Il soutient que la décision attaquée est entachée d’erreur d’appréciation dès lors que ses fonctions le conduisent à opérer des manipulations répétitives de collections de livres, lesquelles entrent dans les critères fixés par le tableau n° 57 A des maladies professionnelles, qui sont à l’origine de ses pathologies.
Par un mémoire en défense, enregistré le 24 octobre 2023, le département des Landes, représenté par la SCP Lyon-Caën et Thiriez, conclut au rejet de la requête et à ce qu’il soit mis à la charge de M. D une somme de 2 000 euros au titre de l’article L. 761-1 du code de justice administrative.
Il soutient que le moyen soulevé par M. D n’est pas fondé.
Vu les autres pièces du dossier ;
Vu :
— le code de la sécurité sociale ;
— la loi n° 83-634 du 13 juillet 1983 ;
— le code de justice administrative.
Les parties ont été régulièrement averties du jour de l’audience.

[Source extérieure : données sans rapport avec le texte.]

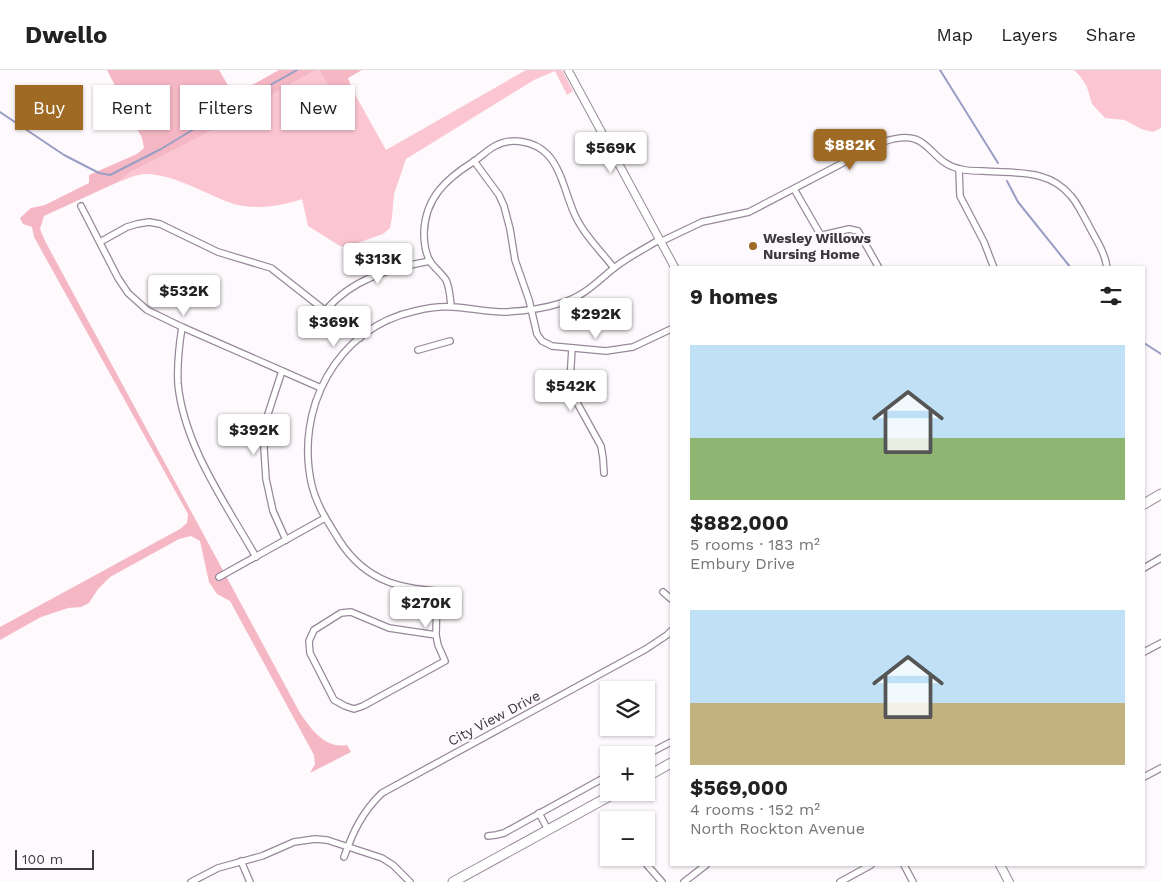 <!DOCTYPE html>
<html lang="en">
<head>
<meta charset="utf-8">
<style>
  body { margin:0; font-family:"Work Sans",sans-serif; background:#f6f6f6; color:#222; height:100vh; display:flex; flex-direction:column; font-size:19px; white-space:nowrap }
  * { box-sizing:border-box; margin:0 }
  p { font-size:16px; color:#767676 }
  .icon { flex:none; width:28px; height:28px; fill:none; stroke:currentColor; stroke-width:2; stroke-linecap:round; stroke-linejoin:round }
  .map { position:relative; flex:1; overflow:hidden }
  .side { position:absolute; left:670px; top:196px; width:475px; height:600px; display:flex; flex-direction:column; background:#fff; border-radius:0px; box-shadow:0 1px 4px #0004 }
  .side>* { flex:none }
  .top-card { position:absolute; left:15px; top:15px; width:475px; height:45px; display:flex; gap:10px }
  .controls { position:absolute; left:600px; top:611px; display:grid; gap:10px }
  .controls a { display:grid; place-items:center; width:55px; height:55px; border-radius:0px; background:#fff; box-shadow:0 1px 4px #0004; font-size:25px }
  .scale { position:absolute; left:15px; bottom:12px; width:79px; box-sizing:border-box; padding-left:5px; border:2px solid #3e383f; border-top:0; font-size:14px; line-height:18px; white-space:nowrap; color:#3e383f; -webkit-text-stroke:4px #fdf9fd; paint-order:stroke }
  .price { position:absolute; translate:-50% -42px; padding:0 11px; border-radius:5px; background:#fff; color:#222; font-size:16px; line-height:32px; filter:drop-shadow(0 1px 2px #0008) }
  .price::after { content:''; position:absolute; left:50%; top:30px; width:15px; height:11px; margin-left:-8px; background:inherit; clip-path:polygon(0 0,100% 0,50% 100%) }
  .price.active { background:#9f6a23; color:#fff }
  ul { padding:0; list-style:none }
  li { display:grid; align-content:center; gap:10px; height:265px; padding:0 20px }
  li span { display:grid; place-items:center; height:155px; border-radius:0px; color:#555 }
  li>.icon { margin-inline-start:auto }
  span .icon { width:90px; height:90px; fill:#fffc; stroke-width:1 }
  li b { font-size:21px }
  h2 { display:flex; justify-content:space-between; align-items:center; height:60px; padding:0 20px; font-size:21px }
  .tag { padding:0 18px; border-radius:0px; background:#fff; box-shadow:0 1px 4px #0004; font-size:18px; line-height:45px }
  .tag.active { background:#9f6a23; color:#fff }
  header { display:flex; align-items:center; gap:30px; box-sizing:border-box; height:70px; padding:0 25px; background:#fff; border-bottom:1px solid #e0e0e0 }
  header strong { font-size:24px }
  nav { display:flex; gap:28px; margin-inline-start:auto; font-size:18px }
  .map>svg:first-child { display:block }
  .green { fill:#fbc6d1 }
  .forest { fill:#f5b7c4 }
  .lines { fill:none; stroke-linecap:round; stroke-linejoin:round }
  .stream { stroke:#9a9ec5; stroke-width:2 }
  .minor-casing { stroke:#978999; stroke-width:8 }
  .tertiary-casing { stroke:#978999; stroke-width:9 }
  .secondary-casing { stroke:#978999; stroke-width:10 }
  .primary-casing { stroke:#978999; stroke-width:11 }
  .minor { stroke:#fff; stroke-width:5.5 }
  .tertiary { stroke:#fff; stroke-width:7 }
  .secondary { stroke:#fff; stroke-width:8 }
  .primary { stroke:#fff; stroke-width:9 }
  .poi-dot { fill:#9f6a23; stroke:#fdf9fd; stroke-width:2 }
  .labels { text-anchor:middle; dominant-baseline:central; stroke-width:4.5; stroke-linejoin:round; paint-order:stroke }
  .poi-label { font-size:14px; font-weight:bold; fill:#3e383f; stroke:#fdf9fd; text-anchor:start }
  .street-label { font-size:14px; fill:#3e383f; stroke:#fdf9fd }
</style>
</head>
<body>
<header>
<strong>Dwello</strong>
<nav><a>Map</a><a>Layers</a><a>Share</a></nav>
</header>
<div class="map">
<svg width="1161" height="812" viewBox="0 0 1161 812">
  <rect width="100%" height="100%" fill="#fdf9fd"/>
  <g class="green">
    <path d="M316 0H319L329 17 343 24 352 19 386 80 526 0H562L573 21 567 25 555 1 534 10 406 89 394 124 392 147 390 158 383 164 346 177 340 176 308 156 302 129C281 136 253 141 231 133 203 123 178 106 148 104 138 103 127 109 118 112L131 102 264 34 265 28Z"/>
    <path d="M1074 0H1161V58L1153 62 1141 59 1125 50 1105 48 1092 34 1087 17 1080 6Z"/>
  </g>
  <g class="forest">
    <path d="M107 0H219L229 17 235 22 243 20 279 0H316L265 28 264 34 131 102 118 112 44 146 40 159 45 171 300 643C311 659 325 679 347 675L351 682 310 703 315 694 314 685 230 531 217 524 209 512 200 471 191 466 179 469 110 507 98 519 89 533 81 537 68 538 41 547 0 570V557L180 459 187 453 188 444 34 167 32 157 23 154 20 148 31 138 45 135 89 113V105L137 84 144 78 142 68Z"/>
    <path d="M319 0H362L348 8 352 19 343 24 329 17Z"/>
  </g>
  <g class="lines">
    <g class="stream">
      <path d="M940 0 998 93"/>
      <path d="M0 42 64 85 99 103 110 105 161 79 214 47 297 0"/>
      <path d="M1007 111 1018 132 1071 198"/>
      <path d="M1144 273 1161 284"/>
    </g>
    <defs>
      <g id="minor">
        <path d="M474 91 499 125 504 136 510 159 515 190 529 230 537 264 542 271 552 276 606 281 633 277 671 259"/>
        <path d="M959 99 960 126 984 172 994 198"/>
        <path d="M794 119 820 164 823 165 849 159 858 161 879 198"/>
        <path d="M81 136 118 208 128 223 147 240 182 257 321 318"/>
        <path d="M100 172 127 157 137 154 149 152 160 154 218 182 271 198 360 268"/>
        <path d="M660 172 702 152 749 142 883 72C932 55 926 92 960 99 967 101 975 101 983 101 1015 104 1048 98 1071 126 1078 134 1082 144 1087 152 1094 167 1105 181 1107 198"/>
        <path d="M451 236C450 227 450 219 446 210 442 204 436 199 431 193 426 185 424 172 424 163 425 128 446 109 473 92 481 87 487 80 495 76 511 67 534 71 547 84 561 98 566 125 574 143 583 164 600 180 614 198"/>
        <path d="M326 240C352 209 391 198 430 191"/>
        <path d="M182 257C179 276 177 296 178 314 184 376 226 434 256 487"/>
        <path d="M572 278 570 311 575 329 601 376 603 388 604 403"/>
        <path d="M418 280 450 271"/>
        <path d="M282 301 267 347 264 378 266 409 273 441 286 470"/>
        <path d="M1144 498 1161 488"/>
        <path d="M219 507 325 448"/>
        <path d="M453 522C404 520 367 514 339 470 328 452 317 436 312 416 294 340 336 258 415 241 427 238 441 236 453 237 470 238 488 242 505 242 524 241 543 239 561 233 583 227 597 212 614 198 628 187 644 179 659 170"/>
        <path d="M663 522 671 529"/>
        <path d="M436 565 389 558 351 542 341 543 314 560 309 571 310 583 334 630 345 636 354 639 363 636 445 591 438 575 436 565 437 522"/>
        <path d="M1144 582 1161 573"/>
        <path d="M646 685 671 672"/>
        <path d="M1144 707 1161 698"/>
        <path d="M539 743 548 760"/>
        <path d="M488 766 496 765 504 763 609 705"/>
        <path d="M344 787C353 762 362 742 382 723L646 579 667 565 671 561"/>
        <path d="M641 788 662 812"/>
        <path d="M241 791 250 812"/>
        <path d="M904 795 913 812"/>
        <path d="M191 812 218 798 262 786 294 772 315 769 327 770 382 788 393 795 410 812"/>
        <path d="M684 812 706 795"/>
        <path d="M840 812 871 795"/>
      </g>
      <path id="tertiary" d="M568 0 675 198"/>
      <path id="secondary" d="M1000 795 1009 812"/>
      <g id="primary">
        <path d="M1144 434 1161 424"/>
        <path d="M646 707 671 693"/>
        <path d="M453 812 617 722"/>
      </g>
    </defs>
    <use href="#minor" class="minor-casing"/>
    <use href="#tertiary" class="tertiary-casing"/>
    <use href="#secondary" class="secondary-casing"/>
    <use href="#primary" class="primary-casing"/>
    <use href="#minor" class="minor"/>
    <use href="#tertiary" class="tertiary"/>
    <use href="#secondary" class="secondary"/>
    <use href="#primary" class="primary"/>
  </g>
  <circle class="poi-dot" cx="753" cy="176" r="5"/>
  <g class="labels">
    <g class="poi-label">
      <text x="763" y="168">Wesley Willows<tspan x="763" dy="16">Nursing Home</tspan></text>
    </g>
    <g class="street-label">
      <text transform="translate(494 648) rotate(-28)">City View Drive</text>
    </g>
  </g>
</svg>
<div class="controls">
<a><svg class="icon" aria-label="layers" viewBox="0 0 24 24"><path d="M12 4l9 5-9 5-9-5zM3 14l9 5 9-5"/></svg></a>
<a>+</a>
<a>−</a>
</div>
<div class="scale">100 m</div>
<b class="price active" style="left:850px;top:101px">$882K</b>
<b class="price" style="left:611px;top:104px">$569K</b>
<b class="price" style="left:378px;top:215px">$313K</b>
<b class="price" style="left:184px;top:247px">$532K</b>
<b class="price" style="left:596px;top:270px">$292K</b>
<b class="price" style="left:334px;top:278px">$369K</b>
<b class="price" style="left:571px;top:342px">$542K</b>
<b class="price" style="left:254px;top:386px">$392K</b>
<b class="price" style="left:426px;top:559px">$270K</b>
<div class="top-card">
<a class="tag active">Buy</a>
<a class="tag">Rent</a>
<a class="tag">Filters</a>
<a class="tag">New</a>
</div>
<section class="side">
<h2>9 homes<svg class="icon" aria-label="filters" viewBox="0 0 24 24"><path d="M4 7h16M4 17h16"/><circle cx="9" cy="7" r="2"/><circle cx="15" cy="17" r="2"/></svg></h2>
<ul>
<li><span style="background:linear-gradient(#bfe0f5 60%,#8fb573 0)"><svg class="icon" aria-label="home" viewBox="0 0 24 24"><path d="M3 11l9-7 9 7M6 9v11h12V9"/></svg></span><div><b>$882,000</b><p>5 rooms · 183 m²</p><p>Embury Drive</p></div></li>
<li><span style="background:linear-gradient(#bfe0f5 60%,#c2b280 0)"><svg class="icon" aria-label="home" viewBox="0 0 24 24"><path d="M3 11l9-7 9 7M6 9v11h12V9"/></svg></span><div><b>$569,000</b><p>4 rooms · 152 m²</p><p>North Rockton Avenue</p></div></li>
</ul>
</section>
</div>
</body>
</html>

Ont été entendus au cours de l’audience publique :
— le rapport de Mme Genty,
— et les conclusions de Mme Duchesne, rapporteure publique.
Considérant ce qui suit :
1. M. D, agent de maîtrise affecté en 2011 au sein de la direction de la culture et du patrimoine du département des Landes en qualité de magasinier de la bibliothèque de la médiathèque départementale, a sollicité le 31 janvier 2020 la reconnaissance du caractère professionnel de la pathologie de l’épaule droite dont il est atteint. Par un courrier du 4 février 2021, qui doit être regardé comme s’étant approprié l’avis défavorable émis par la commission de réforme réunie le 29 janvier 2021, le président du conseil départemental des Landes a refusé de reconnaître cette pathologie comme maladie professionnelle. M. D a formé un recours gracieux contre cette première décision par un courrier du 17 mars 2021, appuyé en ce sens par un certificat médical de son médecin traitant du 22 mars 2021, mentionnant alors les mêmes douleurs à l’épaule gauche. A la suite d’une nouvelle expertise en date du 29 juillet 2021 et d’un avis défavorable émis par la commission de réforme réunie le 24 septembre 2021, cette même autorité a refusé, par une décision du 6 octobre 2021, de reconnaître les pathologies dont souffre
M. D aux deux épaules comme maladies professionnelles. Par courrier du 23 novembre 2021, l’intéressé a formé un nouveau recours gracieux, resté sans réponse expresse contre cette dernière décision. Les conclusions de la requête de M. D doivent être regardées comme tendant à l’annulation de la décision du président du conseil départemental des Landes du 6 octobre 2021 et de la décision par laquelle cette même autorité a implicitement rejeté son recours gracieux formé contre cette décision.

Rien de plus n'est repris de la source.